Tahun 2025 lalu Riau mendapatkan 45 revitalisasi gedung sekolah untuk SMA dan SMK.
Di tahun 2026 mengalami peningkatan yang signifikan menjadi 103 yakni SMA 76 sedangkan SMK 33.
“Tahun lalu ada SMA 45 unit untuk direvitalisasi, sudah terlaksana semua. Tahun ini yang sementara data yang sudah masuk list 76 SMA, 33 SMK untuk tahap awal. Jadi masih terbuka kemungkinan bertambah,”ujar Kepala Dinas Pendidikan Provinsi Riau Erisman Yahya.
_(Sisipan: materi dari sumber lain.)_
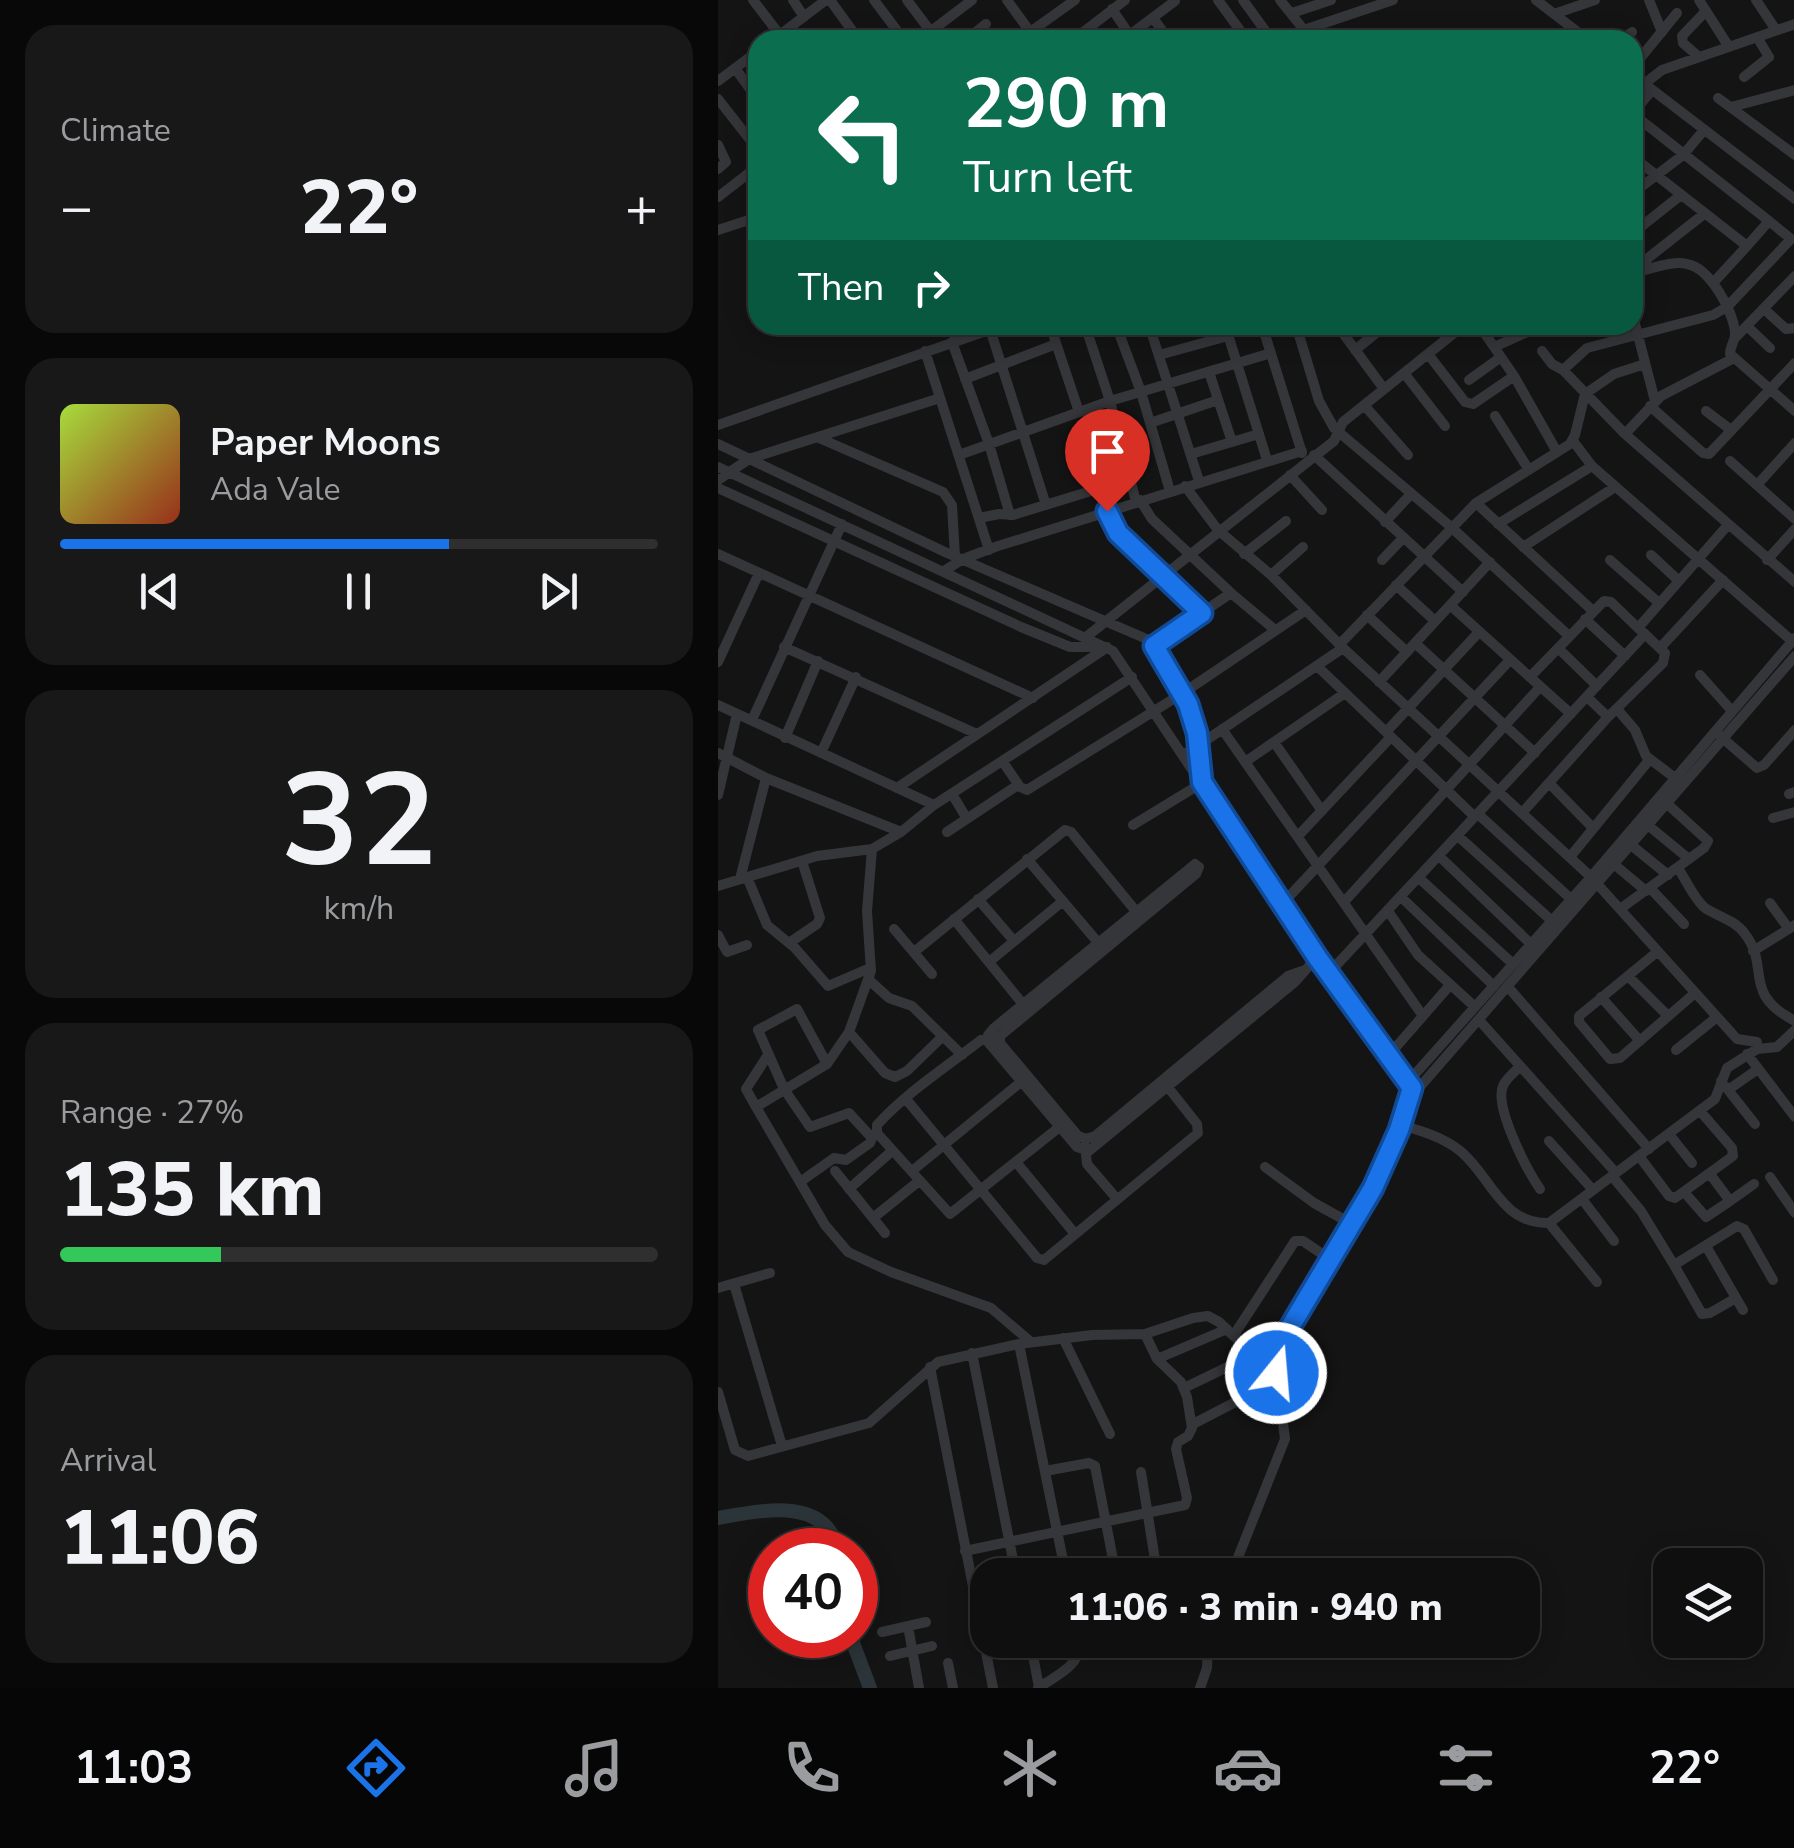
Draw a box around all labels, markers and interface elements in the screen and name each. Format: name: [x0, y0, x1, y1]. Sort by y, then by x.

Apalagi tahun 2026 ini, menurut Erisman Yahya, program revitalisasi Presiden Prabowo meningkat besar.
Tahun lalu hanya 16.000 sekolah, sedangkan tahun ini 60.000 sekolah target Revitalisasi secara nasional.
“Ini peluangnya sangat besar, dan Riau harus memanfaatkan ini, okelah APBD kita tidak kuat untuk fisik, tapi dengan adanya revitalisasi ini akan membantu pembangunan gedung sekolah di daerah,”ujar Erisman.
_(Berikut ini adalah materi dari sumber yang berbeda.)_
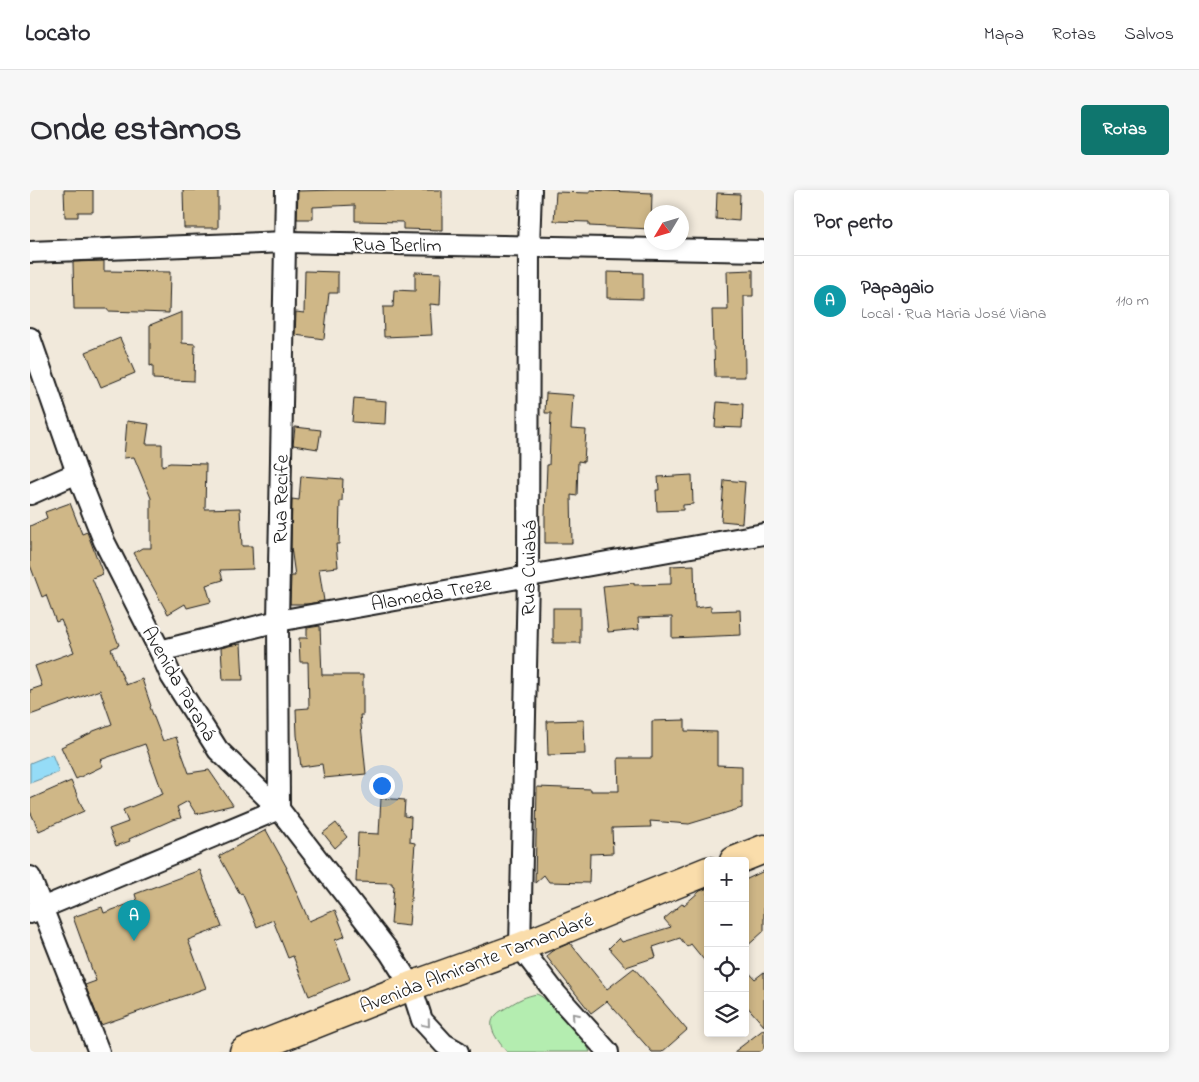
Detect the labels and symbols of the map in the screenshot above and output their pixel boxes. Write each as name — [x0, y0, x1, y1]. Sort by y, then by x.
north arrow — [644, 205, 689, 250]
street label: Rua Berlim — [352, 231, 442, 262]
street label: Rua Recife — [267, 454, 298, 544]
street label: Rua Cuiabá — [515, 520, 546, 616]
street label: Alameda Treze — [369, 571, 494, 620]
street label: Avenida Paraná — [133, 621, 222, 747]
your location — [369, 773, 395, 799]
pin: A — [118, 900, 150, 941]
street label: Avenida Almirante Tamandaré — [356, 906, 598, 1022]
one-way arrow — [572, 1012, 581, 1021]
one-way arrow — [421, 1019, 430, 1028]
Begitu juga peluang untuk mendapatkan bangunan sekolah baru dari Kementerian Pendidikan sangat besar, hanya saja masyarakat harus menyediakan tanah yang bersertifikat untuk pembangunan fisik.
“Siapkan tanah untuk bangunan SMA dan SMK dua hektar bersertifikat, pemerintah pusat bisa bangunkan bangunan sekolahnya, karena membangun pendidikan ini juga butuh bantuan dari masyarakat,”tegas Erisman.
Ini juga menjadi pengganti dinolkan nya Dana Alokasi Khusus (DAK) dari APBN, yang selama ini menjadi tempat dana untuk pembangunan fisik sekolah di daerah-daerah.